The Only Woman in the Room is the fictionalized account of a remarkable woman, Hedwig Kiesler. Set in pre-WWII Austria, this daughter of a Jewish family has begun a career as a stage actress, known for her beauty and talent. Forced into marriage with a notorious arms dealer, as the trophy wife she is privy to many dinner parties and clandestine meetings involving the Nazis and other political and military figures. But her glamour masks a formidable intellect and she absorbs a great deal more than those who dismiss her as an airhead realize.

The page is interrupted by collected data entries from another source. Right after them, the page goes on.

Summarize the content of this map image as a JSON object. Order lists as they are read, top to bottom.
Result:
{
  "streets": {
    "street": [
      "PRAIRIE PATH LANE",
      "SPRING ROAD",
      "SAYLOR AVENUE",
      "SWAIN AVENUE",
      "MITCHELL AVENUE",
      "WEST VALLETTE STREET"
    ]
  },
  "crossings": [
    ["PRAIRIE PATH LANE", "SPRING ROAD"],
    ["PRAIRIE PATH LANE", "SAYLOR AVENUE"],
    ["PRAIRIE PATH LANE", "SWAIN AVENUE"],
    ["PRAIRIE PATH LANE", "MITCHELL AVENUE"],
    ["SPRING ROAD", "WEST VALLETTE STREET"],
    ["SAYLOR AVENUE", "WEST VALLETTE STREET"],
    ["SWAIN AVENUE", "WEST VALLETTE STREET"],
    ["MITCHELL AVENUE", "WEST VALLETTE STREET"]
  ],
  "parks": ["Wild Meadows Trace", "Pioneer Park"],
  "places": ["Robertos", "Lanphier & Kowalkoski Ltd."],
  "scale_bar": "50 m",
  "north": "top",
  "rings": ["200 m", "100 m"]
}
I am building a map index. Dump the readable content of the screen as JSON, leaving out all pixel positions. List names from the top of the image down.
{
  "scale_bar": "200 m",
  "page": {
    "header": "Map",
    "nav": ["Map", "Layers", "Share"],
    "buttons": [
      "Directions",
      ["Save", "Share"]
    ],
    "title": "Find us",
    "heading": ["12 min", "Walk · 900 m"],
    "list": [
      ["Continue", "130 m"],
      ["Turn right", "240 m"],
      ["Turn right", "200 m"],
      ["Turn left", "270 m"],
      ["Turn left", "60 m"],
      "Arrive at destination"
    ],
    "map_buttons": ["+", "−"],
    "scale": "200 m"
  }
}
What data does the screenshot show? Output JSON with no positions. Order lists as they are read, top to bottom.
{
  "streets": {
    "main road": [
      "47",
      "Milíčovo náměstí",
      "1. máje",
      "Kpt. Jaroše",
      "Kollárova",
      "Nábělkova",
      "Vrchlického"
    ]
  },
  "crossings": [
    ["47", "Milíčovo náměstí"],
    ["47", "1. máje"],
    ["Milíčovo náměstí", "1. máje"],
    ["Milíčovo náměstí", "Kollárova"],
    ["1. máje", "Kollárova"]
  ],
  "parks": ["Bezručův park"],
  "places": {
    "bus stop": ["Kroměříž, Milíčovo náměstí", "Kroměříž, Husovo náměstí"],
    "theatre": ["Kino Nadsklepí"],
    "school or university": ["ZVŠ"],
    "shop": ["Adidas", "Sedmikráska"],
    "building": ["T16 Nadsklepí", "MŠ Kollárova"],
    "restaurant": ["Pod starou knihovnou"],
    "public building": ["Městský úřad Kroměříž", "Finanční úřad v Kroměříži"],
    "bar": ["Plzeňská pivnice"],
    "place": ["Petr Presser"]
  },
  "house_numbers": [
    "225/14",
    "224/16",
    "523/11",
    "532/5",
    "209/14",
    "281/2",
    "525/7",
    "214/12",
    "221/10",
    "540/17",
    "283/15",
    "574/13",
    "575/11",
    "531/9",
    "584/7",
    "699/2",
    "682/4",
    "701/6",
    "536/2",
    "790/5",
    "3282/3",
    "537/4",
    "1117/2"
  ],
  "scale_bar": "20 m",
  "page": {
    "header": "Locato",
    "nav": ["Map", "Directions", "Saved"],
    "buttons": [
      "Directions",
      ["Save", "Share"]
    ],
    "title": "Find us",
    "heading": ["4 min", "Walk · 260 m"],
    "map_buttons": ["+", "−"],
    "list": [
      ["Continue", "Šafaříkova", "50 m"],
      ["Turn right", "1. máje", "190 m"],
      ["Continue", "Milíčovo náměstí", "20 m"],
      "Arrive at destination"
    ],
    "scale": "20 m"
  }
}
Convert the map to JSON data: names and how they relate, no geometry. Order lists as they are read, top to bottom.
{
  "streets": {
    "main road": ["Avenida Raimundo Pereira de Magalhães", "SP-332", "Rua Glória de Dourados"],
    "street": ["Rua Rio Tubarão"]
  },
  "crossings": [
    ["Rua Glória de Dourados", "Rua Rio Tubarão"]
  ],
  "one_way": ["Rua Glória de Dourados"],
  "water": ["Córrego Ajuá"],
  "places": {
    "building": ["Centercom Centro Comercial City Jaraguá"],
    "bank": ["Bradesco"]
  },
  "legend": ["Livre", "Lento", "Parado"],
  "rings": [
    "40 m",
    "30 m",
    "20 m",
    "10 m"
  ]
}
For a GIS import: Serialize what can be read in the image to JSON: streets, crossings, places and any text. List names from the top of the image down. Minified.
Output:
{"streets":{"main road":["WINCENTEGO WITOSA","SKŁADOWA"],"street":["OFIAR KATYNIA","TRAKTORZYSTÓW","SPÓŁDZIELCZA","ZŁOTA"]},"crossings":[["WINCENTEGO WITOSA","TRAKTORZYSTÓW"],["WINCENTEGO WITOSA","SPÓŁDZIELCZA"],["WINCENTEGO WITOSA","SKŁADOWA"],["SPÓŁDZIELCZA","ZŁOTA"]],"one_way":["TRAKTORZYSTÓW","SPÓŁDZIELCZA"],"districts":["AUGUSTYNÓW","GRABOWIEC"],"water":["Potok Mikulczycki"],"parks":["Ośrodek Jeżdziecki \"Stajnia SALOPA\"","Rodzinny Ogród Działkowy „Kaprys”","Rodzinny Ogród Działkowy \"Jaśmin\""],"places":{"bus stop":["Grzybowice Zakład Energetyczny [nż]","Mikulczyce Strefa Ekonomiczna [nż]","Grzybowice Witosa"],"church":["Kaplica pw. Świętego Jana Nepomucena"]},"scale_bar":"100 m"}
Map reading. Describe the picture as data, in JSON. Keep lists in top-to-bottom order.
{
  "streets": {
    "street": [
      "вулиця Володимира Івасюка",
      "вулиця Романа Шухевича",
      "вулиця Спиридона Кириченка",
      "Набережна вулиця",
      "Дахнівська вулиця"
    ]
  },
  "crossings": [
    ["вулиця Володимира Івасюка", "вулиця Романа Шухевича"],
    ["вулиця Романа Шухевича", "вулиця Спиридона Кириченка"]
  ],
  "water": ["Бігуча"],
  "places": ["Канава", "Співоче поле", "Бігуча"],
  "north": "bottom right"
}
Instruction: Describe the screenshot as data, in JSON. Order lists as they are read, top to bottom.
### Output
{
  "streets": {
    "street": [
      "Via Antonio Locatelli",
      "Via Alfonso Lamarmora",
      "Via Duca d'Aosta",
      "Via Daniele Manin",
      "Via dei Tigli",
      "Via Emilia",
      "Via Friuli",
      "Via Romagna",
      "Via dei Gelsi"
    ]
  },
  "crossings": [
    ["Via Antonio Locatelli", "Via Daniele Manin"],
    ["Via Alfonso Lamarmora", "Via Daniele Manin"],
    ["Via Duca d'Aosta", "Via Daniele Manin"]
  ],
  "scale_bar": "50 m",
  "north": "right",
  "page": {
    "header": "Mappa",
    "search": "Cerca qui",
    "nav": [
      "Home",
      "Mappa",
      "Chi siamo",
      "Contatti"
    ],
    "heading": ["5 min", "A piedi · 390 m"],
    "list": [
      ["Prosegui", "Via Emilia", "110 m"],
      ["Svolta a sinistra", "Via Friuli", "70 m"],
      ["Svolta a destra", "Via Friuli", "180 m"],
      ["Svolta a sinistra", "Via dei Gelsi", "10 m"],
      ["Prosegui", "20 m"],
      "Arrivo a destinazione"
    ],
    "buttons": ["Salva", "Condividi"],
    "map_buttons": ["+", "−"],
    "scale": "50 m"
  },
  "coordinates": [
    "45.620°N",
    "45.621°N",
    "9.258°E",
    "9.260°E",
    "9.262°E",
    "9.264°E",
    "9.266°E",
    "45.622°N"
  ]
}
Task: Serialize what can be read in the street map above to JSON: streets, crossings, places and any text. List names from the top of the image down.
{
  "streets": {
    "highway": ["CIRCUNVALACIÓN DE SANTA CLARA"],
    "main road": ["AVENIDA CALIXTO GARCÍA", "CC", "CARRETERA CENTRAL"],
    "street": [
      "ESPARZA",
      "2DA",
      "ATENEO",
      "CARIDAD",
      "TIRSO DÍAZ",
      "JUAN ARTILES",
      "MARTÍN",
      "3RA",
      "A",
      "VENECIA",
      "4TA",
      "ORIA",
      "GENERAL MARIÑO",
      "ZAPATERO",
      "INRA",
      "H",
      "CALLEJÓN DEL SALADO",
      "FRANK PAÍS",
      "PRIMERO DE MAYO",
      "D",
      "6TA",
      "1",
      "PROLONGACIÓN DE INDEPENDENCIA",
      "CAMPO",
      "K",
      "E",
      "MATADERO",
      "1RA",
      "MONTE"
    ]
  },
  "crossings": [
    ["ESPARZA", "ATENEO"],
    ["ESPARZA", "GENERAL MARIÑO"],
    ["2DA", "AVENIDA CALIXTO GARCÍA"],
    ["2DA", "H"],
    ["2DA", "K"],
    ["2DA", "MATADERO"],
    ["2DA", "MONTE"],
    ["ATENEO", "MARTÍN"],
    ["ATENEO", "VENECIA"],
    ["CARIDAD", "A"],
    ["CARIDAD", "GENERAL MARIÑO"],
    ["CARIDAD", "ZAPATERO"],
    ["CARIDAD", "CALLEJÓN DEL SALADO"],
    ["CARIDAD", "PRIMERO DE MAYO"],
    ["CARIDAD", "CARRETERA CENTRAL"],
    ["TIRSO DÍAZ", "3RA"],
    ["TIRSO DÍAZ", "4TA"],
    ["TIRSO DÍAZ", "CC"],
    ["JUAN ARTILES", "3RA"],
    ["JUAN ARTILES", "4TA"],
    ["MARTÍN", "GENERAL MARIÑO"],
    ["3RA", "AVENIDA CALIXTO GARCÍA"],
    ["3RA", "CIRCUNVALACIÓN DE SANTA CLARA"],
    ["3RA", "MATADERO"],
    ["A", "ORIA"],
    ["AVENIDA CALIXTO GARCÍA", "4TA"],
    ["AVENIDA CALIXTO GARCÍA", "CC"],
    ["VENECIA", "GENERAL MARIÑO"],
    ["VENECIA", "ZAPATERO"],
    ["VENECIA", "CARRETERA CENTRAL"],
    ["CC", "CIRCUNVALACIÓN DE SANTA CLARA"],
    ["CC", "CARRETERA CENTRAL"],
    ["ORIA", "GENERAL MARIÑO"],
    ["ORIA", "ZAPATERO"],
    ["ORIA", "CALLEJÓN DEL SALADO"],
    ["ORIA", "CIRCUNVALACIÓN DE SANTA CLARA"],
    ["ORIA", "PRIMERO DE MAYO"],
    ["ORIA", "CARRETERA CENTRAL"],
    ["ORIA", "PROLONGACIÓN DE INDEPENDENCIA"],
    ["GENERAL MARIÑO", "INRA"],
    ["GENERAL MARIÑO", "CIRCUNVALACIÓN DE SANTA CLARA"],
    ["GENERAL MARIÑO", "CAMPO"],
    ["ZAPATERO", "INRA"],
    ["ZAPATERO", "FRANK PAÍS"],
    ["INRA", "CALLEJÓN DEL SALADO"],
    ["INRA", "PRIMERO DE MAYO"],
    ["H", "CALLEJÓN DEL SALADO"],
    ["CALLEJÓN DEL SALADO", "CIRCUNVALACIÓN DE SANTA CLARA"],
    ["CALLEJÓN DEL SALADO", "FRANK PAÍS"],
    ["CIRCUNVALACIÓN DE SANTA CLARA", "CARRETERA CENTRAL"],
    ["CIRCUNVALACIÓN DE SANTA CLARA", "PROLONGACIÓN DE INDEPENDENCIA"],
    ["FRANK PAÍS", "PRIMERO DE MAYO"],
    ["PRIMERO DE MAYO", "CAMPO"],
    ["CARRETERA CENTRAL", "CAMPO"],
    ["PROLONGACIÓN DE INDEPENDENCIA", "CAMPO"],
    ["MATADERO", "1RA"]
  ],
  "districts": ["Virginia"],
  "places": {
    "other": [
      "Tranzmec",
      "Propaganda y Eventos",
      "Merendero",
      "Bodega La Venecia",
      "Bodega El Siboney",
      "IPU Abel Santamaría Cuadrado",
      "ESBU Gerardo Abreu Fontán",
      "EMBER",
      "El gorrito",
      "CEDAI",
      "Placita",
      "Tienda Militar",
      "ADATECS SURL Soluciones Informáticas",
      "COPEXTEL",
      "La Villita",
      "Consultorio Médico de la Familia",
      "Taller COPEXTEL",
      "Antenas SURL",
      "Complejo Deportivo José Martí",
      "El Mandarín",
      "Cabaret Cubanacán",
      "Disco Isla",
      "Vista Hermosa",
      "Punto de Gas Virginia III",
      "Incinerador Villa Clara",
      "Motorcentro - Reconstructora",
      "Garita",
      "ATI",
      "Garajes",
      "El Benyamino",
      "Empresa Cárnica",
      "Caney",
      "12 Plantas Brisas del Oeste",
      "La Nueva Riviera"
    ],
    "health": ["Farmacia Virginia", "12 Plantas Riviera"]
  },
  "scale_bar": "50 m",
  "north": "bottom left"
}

This is the backstory of the famous Hollywood icon, Hedy Lamarr, who later goes on to display her intellectual abilities in the scientific field. She and her business partner are among the earliest to work on spread spectrum technology to develop radio guidance systems for torpedoes. This glamorous figure had more than one dimension it seems. While starring with the likes of Clark Gable and Cary Grant, her scientific work was drawing the support of figures such as Howard Hughes for this precursor to the wireless communication we use today. She had not been recognized until recently for these and other scientific accomplishments.
The Only Woman in the Room is somewhat of a hybrid Romance-Historical Fiction-Biography. It recounts Lamarr’s journey from Austria to Hollywood, mostly concentrating on her early adult life, unhappy marriage to her controlling and abusive husband and the strange existence of having to be in a nest of vipers, as the accommodating hostess to her husband’s unsavory business associates. The stunning and talented Hedy uses her position in society to actively hide her Jewish roots. The emphasis often is on her beauty, including a lot of descriptions of hair, make-up and clothes. We are treated to her inner thoughts as she navigates her situation as well as her sometimes fraught familial ties.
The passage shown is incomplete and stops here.